BEGIN

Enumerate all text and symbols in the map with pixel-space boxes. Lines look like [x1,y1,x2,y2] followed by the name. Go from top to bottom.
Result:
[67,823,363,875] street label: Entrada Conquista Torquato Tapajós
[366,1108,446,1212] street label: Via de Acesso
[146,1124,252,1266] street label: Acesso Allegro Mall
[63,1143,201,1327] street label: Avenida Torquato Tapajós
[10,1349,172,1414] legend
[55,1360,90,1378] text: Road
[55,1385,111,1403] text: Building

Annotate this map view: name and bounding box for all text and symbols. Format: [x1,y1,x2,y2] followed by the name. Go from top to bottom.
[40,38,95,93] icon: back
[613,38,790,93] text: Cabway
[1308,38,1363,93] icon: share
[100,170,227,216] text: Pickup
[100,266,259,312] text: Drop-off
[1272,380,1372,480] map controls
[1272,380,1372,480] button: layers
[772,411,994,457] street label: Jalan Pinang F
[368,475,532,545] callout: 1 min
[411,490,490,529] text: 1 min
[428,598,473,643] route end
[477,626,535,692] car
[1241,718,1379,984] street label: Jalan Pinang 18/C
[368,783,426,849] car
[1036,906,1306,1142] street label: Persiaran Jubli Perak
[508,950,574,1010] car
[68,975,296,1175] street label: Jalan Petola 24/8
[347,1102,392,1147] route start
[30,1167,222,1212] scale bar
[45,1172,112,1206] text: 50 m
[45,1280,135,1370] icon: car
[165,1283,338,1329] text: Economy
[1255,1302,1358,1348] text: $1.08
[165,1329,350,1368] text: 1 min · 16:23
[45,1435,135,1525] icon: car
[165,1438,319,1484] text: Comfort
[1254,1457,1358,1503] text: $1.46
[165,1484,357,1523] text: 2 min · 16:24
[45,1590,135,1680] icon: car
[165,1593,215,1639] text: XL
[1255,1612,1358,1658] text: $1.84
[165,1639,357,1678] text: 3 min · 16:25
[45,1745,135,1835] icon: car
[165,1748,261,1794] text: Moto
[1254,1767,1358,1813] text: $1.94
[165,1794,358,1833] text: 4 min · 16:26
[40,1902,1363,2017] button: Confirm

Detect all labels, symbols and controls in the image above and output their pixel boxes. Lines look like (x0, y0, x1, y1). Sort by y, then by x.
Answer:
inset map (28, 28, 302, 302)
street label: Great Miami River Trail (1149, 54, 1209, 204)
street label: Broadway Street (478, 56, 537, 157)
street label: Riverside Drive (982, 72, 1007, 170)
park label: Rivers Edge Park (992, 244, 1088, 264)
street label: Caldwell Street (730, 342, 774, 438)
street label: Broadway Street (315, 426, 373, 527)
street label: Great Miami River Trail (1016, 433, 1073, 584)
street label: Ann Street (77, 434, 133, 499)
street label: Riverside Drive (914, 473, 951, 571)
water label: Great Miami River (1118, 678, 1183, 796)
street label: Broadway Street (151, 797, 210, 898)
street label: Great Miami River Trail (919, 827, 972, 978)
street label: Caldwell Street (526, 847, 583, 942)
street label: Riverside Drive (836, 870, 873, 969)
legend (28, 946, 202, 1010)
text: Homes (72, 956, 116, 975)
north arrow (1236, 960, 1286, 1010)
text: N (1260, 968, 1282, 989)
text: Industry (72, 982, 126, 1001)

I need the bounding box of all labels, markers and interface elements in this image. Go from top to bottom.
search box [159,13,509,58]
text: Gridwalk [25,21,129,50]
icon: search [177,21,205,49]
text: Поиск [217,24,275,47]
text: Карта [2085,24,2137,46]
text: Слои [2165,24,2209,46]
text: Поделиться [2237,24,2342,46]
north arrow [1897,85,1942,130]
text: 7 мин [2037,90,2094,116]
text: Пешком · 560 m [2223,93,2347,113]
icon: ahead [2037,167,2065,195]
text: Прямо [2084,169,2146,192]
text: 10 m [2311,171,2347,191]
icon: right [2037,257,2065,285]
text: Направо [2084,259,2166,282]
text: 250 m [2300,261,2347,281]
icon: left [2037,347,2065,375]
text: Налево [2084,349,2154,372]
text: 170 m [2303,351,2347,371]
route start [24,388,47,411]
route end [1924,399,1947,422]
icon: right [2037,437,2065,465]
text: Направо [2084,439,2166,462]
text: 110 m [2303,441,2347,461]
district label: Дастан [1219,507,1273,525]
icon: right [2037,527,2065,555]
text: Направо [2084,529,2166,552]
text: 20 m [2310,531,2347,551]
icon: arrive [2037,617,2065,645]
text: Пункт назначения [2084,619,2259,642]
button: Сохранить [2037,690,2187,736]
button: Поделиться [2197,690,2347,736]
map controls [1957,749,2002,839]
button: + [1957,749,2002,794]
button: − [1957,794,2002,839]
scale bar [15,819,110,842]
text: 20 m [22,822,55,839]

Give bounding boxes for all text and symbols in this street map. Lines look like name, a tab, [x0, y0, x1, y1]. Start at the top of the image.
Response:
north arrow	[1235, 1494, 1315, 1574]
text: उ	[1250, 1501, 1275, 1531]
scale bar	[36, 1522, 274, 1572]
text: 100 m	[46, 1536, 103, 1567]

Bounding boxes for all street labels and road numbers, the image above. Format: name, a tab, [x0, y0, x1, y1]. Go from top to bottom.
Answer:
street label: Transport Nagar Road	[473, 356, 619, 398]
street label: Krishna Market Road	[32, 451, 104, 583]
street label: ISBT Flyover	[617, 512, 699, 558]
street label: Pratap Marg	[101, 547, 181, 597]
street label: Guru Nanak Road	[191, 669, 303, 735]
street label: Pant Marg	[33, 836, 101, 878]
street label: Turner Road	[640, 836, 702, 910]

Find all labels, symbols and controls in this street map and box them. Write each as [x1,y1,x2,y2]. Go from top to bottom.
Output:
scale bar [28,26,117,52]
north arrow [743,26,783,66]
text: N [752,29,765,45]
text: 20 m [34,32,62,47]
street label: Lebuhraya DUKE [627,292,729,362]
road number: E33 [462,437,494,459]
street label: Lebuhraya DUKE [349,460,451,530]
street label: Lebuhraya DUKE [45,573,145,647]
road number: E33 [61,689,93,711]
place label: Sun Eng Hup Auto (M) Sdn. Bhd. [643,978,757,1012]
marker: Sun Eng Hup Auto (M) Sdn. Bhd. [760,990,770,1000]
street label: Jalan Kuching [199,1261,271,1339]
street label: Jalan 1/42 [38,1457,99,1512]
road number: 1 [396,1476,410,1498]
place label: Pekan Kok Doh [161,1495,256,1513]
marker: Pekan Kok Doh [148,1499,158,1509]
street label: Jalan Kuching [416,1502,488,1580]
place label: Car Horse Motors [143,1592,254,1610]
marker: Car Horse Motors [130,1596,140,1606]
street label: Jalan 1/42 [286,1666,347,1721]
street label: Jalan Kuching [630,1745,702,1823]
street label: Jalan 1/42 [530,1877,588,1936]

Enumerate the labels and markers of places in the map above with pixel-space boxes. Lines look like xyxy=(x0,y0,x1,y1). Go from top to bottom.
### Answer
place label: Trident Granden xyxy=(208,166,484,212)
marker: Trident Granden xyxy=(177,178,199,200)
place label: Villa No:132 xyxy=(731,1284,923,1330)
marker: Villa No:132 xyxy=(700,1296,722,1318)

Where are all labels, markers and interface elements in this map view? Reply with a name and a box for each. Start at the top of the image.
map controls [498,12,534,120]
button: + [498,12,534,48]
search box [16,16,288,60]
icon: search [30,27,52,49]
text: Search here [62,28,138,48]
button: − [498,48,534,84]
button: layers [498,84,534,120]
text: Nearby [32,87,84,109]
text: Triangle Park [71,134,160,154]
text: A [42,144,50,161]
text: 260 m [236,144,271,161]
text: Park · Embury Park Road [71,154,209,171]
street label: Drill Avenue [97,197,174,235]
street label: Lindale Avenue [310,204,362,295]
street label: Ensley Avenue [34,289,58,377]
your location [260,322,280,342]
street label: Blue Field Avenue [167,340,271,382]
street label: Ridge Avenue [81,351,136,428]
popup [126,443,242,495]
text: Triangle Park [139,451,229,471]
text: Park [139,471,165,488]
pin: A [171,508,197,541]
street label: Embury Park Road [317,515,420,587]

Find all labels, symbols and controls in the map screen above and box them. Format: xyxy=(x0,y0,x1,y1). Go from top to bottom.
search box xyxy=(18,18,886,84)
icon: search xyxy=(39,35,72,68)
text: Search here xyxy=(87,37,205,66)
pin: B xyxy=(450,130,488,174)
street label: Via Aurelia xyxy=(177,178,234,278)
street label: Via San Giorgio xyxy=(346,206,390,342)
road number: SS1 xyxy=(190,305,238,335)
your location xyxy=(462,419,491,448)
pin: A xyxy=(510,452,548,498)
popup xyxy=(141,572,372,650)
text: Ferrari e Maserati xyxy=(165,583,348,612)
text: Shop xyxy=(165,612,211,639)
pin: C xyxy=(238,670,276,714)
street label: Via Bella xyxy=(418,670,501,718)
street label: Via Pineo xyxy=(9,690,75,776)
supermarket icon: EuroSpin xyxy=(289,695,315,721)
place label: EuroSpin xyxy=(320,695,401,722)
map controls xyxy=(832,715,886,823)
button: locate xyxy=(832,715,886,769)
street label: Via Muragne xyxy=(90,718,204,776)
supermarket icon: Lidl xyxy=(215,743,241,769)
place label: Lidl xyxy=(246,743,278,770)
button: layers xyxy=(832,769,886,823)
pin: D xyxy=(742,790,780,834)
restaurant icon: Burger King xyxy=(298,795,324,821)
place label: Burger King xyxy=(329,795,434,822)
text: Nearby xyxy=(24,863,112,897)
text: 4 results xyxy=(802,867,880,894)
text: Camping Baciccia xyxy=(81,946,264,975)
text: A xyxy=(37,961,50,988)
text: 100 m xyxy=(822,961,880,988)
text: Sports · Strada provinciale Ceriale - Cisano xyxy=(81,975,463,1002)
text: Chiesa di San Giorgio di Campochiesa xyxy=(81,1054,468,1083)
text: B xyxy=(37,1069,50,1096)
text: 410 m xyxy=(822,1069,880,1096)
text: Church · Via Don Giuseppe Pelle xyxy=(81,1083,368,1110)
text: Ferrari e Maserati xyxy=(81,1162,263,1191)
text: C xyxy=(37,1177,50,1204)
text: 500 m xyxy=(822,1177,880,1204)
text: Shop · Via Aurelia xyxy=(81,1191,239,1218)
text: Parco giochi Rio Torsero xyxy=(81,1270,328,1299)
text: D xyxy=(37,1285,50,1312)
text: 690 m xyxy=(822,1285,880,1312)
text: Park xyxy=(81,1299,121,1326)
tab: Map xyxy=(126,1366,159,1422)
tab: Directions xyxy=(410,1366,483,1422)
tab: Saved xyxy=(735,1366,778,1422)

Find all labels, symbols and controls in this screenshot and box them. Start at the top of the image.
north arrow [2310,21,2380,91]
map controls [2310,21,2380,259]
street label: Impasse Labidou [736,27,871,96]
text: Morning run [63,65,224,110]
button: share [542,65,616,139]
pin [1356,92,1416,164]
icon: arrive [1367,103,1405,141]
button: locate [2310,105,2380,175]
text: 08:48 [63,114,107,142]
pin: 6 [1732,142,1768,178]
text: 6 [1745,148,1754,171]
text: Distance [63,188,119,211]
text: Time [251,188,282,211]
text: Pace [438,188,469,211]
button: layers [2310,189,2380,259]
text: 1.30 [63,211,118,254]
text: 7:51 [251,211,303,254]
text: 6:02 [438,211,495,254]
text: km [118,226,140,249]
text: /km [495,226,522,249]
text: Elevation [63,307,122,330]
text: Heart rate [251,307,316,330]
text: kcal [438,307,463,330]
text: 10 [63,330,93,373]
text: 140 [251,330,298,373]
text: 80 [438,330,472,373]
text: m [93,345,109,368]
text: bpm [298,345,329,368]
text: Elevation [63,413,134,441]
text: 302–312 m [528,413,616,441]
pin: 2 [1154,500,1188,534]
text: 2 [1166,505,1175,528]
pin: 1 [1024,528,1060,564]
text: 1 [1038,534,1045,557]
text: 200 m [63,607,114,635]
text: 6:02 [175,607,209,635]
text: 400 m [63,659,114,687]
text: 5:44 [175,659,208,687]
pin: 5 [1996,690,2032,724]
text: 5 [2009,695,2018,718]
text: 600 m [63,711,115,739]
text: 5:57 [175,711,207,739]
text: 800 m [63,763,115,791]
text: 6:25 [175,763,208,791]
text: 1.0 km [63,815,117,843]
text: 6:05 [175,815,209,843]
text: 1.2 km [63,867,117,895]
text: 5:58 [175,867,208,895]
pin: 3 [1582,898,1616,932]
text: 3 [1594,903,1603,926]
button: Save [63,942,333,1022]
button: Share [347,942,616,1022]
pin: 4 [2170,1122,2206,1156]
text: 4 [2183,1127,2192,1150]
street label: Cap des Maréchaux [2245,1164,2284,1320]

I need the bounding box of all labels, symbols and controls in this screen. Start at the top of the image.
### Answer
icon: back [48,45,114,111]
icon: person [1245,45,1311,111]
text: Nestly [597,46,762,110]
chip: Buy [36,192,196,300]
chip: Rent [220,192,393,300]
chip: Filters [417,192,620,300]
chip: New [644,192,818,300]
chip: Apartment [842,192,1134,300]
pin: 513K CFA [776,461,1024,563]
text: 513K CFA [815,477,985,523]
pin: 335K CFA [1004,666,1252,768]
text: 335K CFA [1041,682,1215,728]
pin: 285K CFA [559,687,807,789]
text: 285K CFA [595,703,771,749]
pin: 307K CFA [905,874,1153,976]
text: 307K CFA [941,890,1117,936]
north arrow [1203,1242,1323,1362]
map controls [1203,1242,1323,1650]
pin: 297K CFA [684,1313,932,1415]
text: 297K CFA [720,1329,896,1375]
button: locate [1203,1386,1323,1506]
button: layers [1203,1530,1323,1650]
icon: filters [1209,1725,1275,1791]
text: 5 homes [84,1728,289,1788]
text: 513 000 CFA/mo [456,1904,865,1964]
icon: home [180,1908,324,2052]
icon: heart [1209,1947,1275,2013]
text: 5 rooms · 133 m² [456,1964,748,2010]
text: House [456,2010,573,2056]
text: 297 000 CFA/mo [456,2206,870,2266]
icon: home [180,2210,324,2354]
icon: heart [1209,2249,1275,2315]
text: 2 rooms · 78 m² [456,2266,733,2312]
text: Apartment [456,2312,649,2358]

END

■ **PROBLEM TO SOLVE**:
Above are the records. Identify each line that contains the word "Miami".

■ **EXPECTED OUTPUT**:
street label: Great Miami River Trail (1149, 54, 1209, 204)
street label: Great Miami River Trail (1016, 433, 1073, 584)
water label: Great Miami River (1118, 678, 1183, 796)
street label: Great Miami River Trail (919, 827, 972, 978)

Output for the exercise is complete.